Bir bayram daha sona erdi.

Önce mübarek kurban bayramı.

Sonra ise 24 temmuz basın bayramı.

Sansürün kaldırılışının 113. Yılı.

Hepsi tatile denk geldi.

Bayrama  geldi.

Çifte bayram oldu.

Güzel oldu.

Kısaca kurban bayramı.

Zonguldak bayrama klasik olarak önce protokol bayramlaşması ile başladı.

Çok da güzel oldu.

Sayın Valimiz tam beş vekil ile birlikte.

Belediye başkanı da dahil.

Rektör hocamız.

İl  protokolü.

STK.

Odalar.

Herkes vardı.

Kalabalıktı.

Yarım saat sürdü.

Ama sıcak ve samimi idi.

Hele ki beş vekilin bir arada olması.

Bunu da bizzat Sayın Valimiz Mustafa Tutulmaz, sağlıyor.

Bunu da kimse unutmasın.

Zonguldak bugün için birlik ve beraberlik var.

Bu da güç birliği sağlıyor.

Şehirde ki güçlü birliktelik.

Sayın Valimiz sayesinde sağlandı.

Başarıldı.

Verdiği pozitif enerji il geneline çok olumlu yansıdı.

Devamla.

Kurban bayramının birinci günü kurbanlıklar kesildi.

Şehir yoğundu.

Hava çok sıcaktı.

Halk denizlere koşmuştu.

Bizlerde çalıştık.

Hem Anne ve baba ziyareti.

Akraba ziyareti.

Dost ziyaretleri yapıldı.

Yaptık.

İkinci günü meslektaşlarımıza ayırdık.

Geleneksel  ZGC bayramlaşmamızı yaptık.

Gün boyu sürdü.

İl geneli bir gazeteciler  yer aldı.

Gazeteler.

Radyo.

Televizyon.

Kurumsal haber sitelerinde çalışan meslektaşlarımız  yer aldı.

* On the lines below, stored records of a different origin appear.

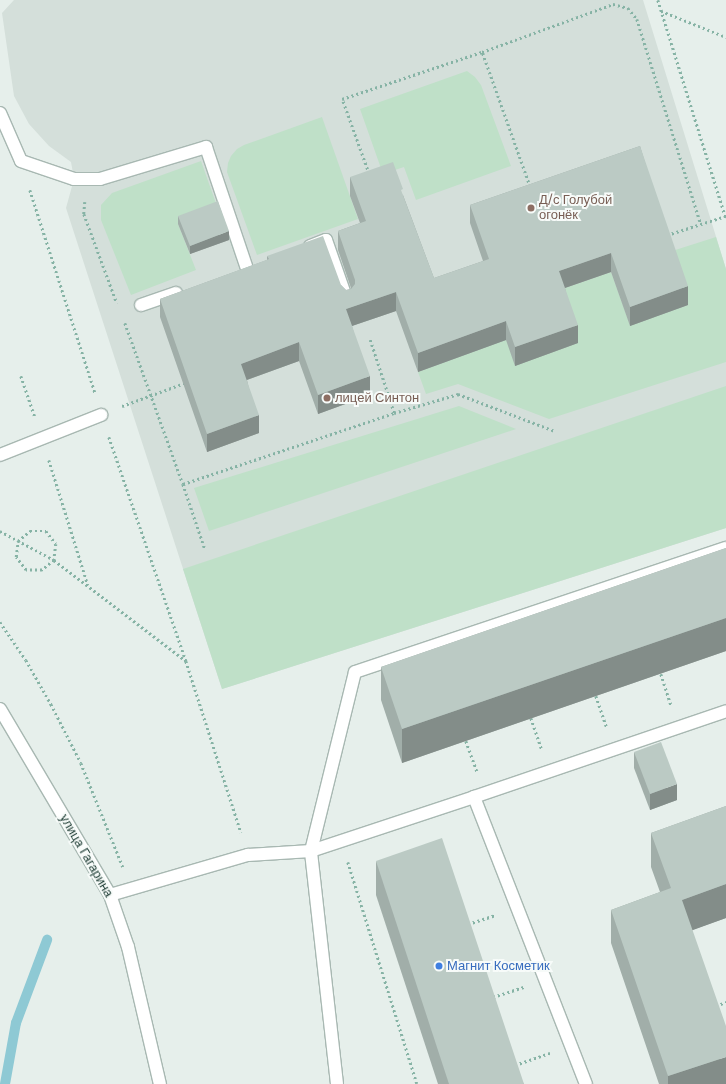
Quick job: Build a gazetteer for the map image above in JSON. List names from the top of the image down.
{
  "streets": {
    "street": ["улица Гагарина"]
  },
  "places": ["Д/с Голубой огонёк", "лицей Синтон", "Магнит Косметик"]
}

ZGC yönetim, denetim, onur ve genel kurul üyeleri de katıldı.

Kalabalıktık.

ZGC bayramlaşması tam yarım gün sürüyor.

Kendi  üyesine bu kadar vakit ayıran başka STK da yok.

Bir çok ikramımız oldu.

Görevlimiz yarım gün hizmet sundu.

Sağolsun.

Ayrıca yemek  programı yaptık.

Çeşitli seçenekli yemekler yendi.

Sohbetler edildi.

Yazı başlığımızda çifte bayram kutladık demiştik.

Kurban bayramımızı kutladık.

Basın bayramını kutladık.

Sansürün kaldırılışının 113. Yılını kutladık.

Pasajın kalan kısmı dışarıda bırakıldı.